Athen will weiter eine neue Neuregelung für den Schuldenberg erreichen. Sie hatte bereits die Zusammenarbeit mit der Geldgeber-Troika von EU, Internationalem Währungsfonds (IWF) und EZB aufgekündigt, die Spar- und Reformauflagen kontrolliert.

„Es gibt keine Abwendung“, sagte Regierungssprecher Gabriil Sakellaridis im griechischen Rundfunk. Seinen Worten nach geht es bei den neuen Vorschlägen um Techniken, die schwere Schuldenlast tragfähig zu machen.


Griechischer Finanzminister spricht von „Schulden-Leibeigenschaft“

Varoufakis schlug in dem Interview vor, Finanzhilfen der europäischen Partner durch Papiere zu ersetzen, die an das Wirtschaftswachstum des Mittelmeerlandes gekoppelt sind. Griechenland-Bonds, die die Europäische Zentralbank gekauft hatte, sollten durch Anleihen mit unbegrenzter Laufzeit ersetzt werden. Zudem wolle Athen die Steuerhinterziehung hart bekämpfen und reiche Griechen schärfer besteuern.

Zu seinem Vorschlag gab Varoufakis in Athen noch eine Erklärung heraus: Um Griechenland aus der „Schulden-Leibeigenschaft“ zu befreien, werde die Regierung (in Athen) nicht zögern, auch „Euphemismen“ (beschönigende Bezeichnungen) zu benutzen, hieß es darin.

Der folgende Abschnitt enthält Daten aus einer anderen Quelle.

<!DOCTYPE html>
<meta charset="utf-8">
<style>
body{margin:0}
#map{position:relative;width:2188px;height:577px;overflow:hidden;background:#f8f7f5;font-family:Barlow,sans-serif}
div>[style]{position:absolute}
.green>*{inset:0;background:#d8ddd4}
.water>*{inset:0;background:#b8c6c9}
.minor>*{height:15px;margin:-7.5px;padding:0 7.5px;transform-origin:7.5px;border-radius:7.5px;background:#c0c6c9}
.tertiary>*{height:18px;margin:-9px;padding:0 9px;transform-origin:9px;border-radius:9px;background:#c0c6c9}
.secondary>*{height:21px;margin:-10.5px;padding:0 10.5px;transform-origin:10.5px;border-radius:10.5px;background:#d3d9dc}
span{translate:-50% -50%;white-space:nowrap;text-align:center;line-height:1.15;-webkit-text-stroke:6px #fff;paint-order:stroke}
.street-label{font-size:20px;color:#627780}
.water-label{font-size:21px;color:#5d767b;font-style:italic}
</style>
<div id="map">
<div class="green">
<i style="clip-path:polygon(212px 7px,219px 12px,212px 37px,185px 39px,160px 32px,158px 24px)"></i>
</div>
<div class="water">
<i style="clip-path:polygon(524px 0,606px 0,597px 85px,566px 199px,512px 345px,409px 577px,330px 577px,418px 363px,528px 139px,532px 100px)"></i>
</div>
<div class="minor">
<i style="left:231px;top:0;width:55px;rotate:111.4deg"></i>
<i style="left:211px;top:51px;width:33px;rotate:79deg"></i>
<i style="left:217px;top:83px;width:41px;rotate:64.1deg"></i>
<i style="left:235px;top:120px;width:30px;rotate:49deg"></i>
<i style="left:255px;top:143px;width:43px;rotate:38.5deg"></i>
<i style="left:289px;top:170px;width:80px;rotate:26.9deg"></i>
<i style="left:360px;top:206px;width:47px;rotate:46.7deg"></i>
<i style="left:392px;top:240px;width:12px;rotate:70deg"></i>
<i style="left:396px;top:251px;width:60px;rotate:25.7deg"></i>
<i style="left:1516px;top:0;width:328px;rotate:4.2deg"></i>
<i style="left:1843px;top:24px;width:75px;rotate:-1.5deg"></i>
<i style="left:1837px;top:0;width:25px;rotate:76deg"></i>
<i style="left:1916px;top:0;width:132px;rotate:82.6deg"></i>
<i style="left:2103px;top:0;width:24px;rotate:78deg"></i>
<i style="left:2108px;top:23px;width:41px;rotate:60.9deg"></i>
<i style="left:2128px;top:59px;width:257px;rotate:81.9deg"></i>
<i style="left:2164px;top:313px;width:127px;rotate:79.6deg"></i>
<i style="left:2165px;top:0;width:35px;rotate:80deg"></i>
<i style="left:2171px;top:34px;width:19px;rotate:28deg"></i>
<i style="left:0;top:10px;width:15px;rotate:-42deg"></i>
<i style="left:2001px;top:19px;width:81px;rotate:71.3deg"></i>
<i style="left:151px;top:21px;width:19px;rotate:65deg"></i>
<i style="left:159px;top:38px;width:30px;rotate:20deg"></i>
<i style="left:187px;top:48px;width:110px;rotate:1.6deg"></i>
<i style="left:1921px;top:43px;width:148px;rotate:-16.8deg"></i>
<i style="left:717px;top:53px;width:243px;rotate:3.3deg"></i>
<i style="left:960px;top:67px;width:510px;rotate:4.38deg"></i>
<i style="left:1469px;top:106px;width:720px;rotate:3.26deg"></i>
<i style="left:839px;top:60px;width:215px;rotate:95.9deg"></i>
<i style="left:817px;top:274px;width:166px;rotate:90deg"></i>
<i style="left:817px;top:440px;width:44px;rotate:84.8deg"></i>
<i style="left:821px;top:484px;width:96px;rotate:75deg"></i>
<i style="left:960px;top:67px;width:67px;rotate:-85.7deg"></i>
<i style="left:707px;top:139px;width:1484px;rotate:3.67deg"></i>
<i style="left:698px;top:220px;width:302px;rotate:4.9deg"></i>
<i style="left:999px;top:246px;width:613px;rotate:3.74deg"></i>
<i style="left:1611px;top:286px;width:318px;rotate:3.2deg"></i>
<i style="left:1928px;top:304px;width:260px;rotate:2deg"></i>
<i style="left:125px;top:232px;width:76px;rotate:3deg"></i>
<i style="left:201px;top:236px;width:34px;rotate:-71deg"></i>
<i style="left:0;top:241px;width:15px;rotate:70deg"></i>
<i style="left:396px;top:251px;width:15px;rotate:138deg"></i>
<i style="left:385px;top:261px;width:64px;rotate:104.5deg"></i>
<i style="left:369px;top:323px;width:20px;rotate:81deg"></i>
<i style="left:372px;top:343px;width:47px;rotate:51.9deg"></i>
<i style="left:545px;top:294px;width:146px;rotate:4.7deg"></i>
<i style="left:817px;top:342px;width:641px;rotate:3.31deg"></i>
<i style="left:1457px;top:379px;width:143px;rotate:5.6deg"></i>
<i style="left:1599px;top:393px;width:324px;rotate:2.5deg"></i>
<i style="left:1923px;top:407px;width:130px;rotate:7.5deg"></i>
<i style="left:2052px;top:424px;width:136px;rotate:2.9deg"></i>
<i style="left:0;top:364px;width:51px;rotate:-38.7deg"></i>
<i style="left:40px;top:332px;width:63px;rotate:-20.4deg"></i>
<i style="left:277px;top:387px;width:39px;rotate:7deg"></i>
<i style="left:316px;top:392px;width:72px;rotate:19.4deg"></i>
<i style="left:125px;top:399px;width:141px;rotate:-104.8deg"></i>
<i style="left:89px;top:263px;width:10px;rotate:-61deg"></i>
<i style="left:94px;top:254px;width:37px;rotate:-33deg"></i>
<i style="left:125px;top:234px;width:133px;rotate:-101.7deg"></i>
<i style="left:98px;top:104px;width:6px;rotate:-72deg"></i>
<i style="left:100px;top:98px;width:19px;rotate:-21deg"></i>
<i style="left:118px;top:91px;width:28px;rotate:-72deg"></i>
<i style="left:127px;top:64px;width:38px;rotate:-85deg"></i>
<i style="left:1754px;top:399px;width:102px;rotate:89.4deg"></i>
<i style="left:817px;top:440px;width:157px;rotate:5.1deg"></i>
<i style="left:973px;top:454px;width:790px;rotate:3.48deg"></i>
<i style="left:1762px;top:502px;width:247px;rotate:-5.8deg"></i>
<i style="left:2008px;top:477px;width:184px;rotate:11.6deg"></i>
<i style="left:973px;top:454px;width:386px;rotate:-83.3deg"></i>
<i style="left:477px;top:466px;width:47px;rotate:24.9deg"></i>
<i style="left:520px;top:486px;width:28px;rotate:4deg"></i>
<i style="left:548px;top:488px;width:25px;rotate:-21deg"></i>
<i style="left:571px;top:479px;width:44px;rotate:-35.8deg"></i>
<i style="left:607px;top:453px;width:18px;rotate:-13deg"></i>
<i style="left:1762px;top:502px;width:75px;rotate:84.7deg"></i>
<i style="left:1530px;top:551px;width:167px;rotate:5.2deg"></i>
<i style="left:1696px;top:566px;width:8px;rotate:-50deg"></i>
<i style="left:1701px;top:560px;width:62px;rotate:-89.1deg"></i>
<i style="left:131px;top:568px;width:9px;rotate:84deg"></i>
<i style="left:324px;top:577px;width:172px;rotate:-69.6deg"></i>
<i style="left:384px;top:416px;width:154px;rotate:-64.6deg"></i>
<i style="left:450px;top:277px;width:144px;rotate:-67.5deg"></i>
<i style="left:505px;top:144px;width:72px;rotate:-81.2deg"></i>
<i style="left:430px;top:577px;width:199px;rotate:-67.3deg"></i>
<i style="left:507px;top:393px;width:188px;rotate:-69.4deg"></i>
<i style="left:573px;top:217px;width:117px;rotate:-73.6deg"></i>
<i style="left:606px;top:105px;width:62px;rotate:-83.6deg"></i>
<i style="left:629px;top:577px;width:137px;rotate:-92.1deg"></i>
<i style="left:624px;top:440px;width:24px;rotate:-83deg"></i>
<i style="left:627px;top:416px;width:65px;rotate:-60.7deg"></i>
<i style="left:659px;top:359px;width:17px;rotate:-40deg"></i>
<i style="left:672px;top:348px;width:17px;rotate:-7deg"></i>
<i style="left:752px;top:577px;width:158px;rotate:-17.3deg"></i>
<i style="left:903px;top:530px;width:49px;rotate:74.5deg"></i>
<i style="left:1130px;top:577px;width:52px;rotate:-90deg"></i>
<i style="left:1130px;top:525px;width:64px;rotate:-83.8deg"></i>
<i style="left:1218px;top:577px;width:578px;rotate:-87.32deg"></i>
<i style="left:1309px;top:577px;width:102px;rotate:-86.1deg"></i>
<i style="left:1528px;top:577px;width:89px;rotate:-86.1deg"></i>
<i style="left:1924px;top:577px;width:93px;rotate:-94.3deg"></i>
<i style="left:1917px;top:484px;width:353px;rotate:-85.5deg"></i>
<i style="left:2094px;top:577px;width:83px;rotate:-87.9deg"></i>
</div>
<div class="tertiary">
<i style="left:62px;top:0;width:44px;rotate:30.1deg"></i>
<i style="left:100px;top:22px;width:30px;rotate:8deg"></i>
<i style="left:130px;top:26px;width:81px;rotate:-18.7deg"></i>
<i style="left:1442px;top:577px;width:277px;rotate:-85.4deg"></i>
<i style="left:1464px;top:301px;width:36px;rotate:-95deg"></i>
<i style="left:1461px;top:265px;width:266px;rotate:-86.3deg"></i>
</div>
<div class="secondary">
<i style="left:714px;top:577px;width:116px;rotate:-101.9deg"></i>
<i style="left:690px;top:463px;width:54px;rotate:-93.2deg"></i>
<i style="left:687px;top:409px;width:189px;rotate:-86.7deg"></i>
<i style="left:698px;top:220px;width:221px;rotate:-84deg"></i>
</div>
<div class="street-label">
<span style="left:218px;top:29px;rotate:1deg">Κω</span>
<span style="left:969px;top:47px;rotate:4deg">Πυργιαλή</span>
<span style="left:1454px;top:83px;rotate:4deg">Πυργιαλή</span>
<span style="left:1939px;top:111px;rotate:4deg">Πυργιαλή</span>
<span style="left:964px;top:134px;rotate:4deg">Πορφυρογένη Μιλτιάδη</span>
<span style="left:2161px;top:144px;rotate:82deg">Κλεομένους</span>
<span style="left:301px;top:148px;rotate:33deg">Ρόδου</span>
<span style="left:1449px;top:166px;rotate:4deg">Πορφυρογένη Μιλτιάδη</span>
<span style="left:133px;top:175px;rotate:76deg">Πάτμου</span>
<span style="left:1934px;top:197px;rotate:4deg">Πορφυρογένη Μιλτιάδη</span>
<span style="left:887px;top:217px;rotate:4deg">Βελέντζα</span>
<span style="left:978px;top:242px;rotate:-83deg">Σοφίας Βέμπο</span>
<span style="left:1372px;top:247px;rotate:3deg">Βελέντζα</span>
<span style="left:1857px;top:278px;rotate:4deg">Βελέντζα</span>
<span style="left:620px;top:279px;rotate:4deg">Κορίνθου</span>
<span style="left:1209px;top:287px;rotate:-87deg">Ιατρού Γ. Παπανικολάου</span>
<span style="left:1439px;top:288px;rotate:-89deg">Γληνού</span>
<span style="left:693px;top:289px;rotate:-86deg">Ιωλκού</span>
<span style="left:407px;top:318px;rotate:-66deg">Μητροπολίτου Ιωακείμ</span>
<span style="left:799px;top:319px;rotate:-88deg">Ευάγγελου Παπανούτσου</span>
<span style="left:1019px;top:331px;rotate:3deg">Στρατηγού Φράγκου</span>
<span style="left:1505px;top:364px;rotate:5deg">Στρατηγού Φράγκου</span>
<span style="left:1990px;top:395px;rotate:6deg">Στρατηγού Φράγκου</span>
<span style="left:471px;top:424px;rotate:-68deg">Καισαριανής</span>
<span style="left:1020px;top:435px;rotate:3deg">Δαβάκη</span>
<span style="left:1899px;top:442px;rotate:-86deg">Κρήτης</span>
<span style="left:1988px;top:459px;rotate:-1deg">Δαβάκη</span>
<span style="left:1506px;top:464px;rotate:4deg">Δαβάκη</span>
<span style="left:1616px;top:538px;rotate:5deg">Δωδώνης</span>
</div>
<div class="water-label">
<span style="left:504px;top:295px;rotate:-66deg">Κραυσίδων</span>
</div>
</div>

Die neue Regierung will im Gegenzug zu den erwünschten Schuldenerleichterungen im Haushalt einen sogenannten primären Überschuss erreichen. Dabei werden die Zinszahlungen für die immensen Schulden ausgeblendet. Er soll bei 1 bis 1,5 Prozent des Bruttoinlandsproduktes liegen.

Der griechische Ministerpräsident Alexis Tsipras wirbt zusammen mit seinem Finanzminister diese Woche in europäischen Hauptstädten für einen veränderten Umgang mit der griechischen Schuldenproblematik. Am Dienstag wollte Tsipras in Rom den italienischen Regierungschef Matteo Renzi treffen.

Am Mittwoch stehen wichtige Besuche in Paris bei Staatspräsident François Hollande und in Brüssel bei EU-Kommissionspräsident Jean-Claude Juncker an. Varoufakis wollte am Dienstag auch Italiens Finanzminister Pier Carlo Padoan treffen.